_Excerpted records:_
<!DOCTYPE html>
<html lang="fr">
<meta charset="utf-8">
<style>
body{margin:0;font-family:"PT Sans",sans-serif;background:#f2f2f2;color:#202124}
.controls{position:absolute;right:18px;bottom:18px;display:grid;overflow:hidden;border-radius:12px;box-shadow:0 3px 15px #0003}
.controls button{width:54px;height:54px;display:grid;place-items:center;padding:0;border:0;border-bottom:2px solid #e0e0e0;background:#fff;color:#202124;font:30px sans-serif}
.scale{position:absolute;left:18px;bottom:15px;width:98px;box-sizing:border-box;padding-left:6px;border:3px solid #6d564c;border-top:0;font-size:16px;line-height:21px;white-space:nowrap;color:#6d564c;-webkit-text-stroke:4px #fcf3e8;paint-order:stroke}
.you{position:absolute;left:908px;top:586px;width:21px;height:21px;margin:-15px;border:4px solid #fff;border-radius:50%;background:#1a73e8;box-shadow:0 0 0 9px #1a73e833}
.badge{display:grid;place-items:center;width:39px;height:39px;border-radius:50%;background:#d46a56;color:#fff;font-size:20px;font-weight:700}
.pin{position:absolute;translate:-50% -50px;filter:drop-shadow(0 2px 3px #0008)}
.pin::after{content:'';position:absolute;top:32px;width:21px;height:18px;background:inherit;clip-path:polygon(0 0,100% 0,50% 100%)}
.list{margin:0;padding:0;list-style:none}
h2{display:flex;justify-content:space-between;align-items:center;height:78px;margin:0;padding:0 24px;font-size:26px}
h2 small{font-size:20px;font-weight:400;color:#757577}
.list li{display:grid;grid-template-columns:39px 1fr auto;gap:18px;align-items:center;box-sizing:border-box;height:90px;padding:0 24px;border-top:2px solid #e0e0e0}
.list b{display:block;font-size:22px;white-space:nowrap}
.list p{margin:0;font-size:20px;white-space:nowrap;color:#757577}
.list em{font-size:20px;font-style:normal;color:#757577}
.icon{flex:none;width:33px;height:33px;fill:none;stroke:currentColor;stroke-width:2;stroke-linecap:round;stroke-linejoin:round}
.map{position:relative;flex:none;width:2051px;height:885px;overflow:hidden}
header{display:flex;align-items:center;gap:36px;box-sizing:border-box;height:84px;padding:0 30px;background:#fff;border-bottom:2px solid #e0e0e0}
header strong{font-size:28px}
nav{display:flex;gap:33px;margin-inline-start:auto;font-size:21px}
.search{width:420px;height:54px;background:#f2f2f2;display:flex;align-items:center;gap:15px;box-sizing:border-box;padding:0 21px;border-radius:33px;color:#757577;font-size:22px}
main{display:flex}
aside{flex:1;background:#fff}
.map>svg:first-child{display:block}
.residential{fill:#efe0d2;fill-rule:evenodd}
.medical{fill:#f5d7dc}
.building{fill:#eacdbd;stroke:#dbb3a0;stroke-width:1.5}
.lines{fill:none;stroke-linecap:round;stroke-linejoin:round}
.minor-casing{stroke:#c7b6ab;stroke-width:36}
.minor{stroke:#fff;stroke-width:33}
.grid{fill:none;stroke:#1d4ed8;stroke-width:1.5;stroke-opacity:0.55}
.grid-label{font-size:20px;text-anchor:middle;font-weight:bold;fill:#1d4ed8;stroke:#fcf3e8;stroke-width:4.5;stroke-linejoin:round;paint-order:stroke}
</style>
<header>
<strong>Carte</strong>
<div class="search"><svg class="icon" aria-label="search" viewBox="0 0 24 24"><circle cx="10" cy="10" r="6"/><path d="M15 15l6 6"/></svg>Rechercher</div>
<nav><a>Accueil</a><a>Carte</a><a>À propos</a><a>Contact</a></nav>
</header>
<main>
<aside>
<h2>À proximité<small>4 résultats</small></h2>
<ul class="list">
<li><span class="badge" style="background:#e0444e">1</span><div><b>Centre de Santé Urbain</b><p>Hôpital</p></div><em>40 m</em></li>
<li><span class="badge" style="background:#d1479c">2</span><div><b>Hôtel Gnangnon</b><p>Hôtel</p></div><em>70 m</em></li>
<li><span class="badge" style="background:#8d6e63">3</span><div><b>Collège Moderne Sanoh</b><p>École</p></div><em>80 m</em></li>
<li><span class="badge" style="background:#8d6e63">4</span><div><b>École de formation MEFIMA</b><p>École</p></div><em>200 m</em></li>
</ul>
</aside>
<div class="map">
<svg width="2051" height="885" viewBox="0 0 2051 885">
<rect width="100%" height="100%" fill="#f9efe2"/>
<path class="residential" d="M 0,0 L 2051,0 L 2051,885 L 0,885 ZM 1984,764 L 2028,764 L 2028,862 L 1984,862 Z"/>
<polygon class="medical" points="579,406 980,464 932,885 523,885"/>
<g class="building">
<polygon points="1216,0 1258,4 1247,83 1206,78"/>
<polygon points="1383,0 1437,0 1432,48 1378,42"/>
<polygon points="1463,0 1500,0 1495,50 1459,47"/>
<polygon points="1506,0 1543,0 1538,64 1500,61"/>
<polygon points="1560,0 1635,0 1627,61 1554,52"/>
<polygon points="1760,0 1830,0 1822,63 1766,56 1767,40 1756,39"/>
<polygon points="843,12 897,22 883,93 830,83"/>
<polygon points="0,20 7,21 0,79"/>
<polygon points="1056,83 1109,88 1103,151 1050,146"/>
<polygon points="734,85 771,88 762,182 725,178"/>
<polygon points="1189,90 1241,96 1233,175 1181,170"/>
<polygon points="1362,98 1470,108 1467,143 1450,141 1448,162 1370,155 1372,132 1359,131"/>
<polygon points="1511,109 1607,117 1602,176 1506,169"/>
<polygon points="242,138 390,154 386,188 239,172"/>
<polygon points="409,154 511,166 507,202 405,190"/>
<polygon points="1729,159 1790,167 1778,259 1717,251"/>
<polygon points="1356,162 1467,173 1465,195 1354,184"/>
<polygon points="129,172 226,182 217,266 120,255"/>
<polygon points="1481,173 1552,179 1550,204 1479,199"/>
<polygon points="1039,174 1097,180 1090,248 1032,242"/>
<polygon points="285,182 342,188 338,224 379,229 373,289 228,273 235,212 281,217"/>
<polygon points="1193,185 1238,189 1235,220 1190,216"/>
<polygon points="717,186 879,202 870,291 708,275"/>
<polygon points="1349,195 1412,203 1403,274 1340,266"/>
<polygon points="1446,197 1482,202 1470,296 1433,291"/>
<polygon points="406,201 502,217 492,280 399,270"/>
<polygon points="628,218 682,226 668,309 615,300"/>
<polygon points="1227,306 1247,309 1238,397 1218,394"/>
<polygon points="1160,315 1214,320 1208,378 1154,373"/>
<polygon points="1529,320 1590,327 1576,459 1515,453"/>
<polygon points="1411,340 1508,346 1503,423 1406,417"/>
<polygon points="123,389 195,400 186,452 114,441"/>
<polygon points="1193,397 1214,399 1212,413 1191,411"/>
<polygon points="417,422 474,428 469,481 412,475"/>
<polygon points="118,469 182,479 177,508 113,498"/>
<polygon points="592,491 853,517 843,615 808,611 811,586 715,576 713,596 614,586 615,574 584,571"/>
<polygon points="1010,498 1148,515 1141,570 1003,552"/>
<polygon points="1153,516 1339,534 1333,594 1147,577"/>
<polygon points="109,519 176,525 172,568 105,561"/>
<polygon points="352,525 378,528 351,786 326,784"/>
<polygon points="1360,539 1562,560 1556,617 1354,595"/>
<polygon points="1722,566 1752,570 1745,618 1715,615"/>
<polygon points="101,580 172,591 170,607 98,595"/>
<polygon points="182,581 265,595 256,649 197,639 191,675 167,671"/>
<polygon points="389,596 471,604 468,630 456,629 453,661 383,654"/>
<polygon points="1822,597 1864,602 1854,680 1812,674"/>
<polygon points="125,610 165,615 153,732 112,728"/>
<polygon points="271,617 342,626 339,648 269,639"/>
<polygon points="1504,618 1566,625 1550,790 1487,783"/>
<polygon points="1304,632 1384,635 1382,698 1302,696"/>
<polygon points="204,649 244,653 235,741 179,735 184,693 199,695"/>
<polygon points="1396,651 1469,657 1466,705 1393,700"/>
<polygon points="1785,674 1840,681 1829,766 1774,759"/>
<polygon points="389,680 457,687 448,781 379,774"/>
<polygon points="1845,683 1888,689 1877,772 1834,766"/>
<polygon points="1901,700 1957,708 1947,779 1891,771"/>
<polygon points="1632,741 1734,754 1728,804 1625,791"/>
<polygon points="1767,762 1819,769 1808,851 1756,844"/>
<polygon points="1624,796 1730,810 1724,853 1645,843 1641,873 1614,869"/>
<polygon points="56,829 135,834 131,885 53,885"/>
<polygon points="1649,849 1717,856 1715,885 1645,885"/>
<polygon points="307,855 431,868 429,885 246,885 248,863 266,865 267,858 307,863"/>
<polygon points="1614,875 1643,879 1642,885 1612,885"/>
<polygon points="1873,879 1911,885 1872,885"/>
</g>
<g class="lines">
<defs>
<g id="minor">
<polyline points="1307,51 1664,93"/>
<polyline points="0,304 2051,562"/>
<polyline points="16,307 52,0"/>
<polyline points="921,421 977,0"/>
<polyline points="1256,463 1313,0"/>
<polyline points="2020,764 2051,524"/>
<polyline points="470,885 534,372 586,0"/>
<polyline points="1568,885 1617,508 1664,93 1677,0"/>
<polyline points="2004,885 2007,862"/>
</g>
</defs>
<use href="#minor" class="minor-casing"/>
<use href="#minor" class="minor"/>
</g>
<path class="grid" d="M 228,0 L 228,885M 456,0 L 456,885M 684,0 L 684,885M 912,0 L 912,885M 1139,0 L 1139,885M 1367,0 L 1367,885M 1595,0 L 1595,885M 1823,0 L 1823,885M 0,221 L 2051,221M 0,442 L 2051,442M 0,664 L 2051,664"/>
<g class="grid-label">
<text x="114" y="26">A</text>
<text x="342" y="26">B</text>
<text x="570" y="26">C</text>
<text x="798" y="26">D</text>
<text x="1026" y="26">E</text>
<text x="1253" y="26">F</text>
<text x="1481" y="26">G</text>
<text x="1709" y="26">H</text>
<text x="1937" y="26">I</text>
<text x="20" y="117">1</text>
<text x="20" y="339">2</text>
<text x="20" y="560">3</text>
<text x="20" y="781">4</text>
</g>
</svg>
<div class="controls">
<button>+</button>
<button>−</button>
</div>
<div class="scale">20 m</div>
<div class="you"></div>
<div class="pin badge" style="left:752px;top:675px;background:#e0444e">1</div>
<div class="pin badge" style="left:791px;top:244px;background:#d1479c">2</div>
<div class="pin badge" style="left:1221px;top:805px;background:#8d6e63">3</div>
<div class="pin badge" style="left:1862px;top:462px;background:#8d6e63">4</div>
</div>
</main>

_What the task asks:_ Lines that include the word "linecap" are to be extracted from the data above.

_Answer to this exercise:_
.icon{flex:none;width:33px;height:33px;fill:none;stroke:currentColor;stroke-width:2;stroke-linecap:round;stroke-linejoin:round}
.lines{fill:none;stroke-linecap:round;stroke-linejoin:round}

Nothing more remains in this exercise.